Critics of the current ethanol policy warn that the government has created a dangerous imbalance by prioritizing production volume over market readiness. By heavily subsidizing the creation of 700 crore litres of excess capacity, the state has effectively locked capital into assets that may struggle to remain profitable without perpetual government intervention. This approach risks creating a 'stranded asset' scenario where distilleries cannot find a market for their product once the initial incentives expire.
There is also significant concern regarding the impact on food security and water resources. Critics point out that the intense focus on sugarcane-based ethanol production consumes vast amounts of water in regions already facing scarcity. By incentivizing farmers to prioritize sugarcane over food crops, the policy may inadvertently drive up food inflation and strain the agricultural ecosystem. The current surplus highlights a lack of integrated planning between energy goals and agricultural sustainability.

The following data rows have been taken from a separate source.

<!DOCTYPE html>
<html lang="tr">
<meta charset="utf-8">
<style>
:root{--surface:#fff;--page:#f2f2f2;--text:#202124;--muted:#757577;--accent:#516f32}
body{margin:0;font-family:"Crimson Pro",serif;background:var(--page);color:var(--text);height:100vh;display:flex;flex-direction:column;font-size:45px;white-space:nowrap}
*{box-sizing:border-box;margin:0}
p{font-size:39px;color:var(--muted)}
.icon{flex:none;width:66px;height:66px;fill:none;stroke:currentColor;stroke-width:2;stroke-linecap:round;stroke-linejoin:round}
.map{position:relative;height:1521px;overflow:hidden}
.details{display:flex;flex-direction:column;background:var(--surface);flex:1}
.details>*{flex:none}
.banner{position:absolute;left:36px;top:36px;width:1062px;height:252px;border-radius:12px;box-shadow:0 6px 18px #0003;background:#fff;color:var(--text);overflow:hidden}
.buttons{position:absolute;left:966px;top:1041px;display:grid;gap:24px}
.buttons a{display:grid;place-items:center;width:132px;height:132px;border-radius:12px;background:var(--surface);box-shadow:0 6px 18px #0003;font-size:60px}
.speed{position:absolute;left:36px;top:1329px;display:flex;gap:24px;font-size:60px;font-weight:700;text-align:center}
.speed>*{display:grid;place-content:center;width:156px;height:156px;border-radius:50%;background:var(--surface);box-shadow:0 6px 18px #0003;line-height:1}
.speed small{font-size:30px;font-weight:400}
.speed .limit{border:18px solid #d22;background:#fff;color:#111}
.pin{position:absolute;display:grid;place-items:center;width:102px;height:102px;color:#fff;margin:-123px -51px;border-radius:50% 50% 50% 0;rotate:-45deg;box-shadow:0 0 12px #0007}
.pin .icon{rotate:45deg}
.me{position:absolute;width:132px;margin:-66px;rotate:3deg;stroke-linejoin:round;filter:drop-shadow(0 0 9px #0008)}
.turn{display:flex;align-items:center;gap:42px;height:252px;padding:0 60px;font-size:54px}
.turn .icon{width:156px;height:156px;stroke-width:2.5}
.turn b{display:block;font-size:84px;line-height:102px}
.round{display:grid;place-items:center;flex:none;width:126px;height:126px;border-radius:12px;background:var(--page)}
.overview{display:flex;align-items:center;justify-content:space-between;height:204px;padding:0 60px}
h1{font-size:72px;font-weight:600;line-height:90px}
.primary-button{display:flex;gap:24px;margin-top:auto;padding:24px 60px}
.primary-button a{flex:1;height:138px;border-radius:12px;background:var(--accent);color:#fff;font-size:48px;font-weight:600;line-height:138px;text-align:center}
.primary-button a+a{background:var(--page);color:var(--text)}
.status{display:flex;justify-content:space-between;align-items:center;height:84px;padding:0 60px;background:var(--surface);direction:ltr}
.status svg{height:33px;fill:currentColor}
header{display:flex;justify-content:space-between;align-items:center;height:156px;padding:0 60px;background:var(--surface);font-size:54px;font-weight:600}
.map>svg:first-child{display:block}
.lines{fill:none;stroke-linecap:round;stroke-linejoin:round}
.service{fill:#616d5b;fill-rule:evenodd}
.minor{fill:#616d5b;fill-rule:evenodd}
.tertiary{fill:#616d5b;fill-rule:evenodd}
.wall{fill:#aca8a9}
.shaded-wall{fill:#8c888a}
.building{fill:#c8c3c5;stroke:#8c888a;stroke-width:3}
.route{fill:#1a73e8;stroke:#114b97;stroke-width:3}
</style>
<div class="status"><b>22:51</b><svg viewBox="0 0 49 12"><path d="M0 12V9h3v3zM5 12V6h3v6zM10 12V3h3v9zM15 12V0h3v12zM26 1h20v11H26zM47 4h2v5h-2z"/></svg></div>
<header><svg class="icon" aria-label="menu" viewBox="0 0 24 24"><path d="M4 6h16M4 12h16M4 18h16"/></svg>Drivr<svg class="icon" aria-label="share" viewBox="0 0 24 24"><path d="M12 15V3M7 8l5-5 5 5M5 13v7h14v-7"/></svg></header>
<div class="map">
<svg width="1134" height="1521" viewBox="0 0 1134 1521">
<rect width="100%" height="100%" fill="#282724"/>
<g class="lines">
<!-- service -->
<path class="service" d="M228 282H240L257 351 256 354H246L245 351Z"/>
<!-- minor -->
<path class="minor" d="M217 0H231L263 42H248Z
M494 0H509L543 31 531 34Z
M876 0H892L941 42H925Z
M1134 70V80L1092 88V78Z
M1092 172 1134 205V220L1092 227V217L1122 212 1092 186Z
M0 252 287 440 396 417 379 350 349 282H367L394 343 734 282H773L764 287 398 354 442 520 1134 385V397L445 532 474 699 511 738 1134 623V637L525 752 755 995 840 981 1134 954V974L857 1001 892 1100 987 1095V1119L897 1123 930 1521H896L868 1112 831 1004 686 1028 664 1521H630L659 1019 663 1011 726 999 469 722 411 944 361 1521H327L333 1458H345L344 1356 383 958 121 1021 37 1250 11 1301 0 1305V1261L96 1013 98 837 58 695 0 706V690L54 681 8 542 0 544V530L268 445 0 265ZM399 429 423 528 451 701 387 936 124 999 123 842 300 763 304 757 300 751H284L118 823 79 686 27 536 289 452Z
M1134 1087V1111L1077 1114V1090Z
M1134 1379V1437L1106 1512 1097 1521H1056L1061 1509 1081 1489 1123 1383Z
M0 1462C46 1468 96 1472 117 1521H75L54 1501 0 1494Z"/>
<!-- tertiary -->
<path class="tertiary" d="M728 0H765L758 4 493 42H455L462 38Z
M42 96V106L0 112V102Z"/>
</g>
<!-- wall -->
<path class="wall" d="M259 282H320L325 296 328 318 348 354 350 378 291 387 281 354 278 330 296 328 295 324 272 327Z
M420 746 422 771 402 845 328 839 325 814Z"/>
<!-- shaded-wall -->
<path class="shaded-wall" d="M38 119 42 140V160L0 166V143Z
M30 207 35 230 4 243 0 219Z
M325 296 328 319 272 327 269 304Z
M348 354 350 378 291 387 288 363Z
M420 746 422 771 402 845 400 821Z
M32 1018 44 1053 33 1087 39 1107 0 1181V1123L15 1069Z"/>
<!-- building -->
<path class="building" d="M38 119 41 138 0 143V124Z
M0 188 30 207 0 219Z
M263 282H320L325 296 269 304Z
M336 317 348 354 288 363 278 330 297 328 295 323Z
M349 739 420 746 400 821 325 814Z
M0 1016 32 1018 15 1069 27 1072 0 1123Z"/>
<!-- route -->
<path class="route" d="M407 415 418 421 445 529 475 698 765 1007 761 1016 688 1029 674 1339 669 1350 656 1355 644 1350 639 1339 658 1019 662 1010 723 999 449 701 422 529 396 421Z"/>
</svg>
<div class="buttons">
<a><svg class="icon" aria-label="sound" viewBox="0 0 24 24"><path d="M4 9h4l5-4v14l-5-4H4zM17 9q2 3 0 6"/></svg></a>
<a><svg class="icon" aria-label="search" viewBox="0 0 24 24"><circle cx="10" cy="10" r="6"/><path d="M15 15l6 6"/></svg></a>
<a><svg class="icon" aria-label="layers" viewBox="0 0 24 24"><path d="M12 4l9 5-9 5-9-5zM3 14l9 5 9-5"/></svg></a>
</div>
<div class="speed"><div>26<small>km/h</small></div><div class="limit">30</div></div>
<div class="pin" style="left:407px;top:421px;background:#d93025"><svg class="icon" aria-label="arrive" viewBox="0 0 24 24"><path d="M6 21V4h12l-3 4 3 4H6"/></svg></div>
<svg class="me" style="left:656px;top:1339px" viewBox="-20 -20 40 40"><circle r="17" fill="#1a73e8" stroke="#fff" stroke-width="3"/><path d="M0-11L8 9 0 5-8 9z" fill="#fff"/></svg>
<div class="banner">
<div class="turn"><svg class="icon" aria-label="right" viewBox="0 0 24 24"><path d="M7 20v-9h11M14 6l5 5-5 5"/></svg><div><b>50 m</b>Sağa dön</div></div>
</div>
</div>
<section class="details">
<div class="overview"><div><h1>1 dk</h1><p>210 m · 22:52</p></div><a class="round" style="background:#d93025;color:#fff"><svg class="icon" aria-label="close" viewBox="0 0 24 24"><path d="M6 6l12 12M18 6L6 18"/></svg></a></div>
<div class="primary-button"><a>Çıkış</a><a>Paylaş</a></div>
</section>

Furthermore, the automotive sector faces a difficult transition. Forcing the market toward flex-fuel vehicles requires significant investment from both manufacturers and consumers, who may be hesitant to switch without clear cost benefits. If the government continues to push for high blending targets without ensuring that the vehicle fleet is ready, it risks damaging engines and increasing maintenance costs for the public, which could lead to a backlash against the entire biofuel program.
Ultimately, the warning is that the government must pivot from a 'production-at-all-costs' mindset to a more balanced approach. Without a clear plan to manage the surplus and address the environmental costs of intensive sugarcane farming, the current ethanol strategy may prove to be an expensive miscalculation that fails to deliver on its promise of energy independence.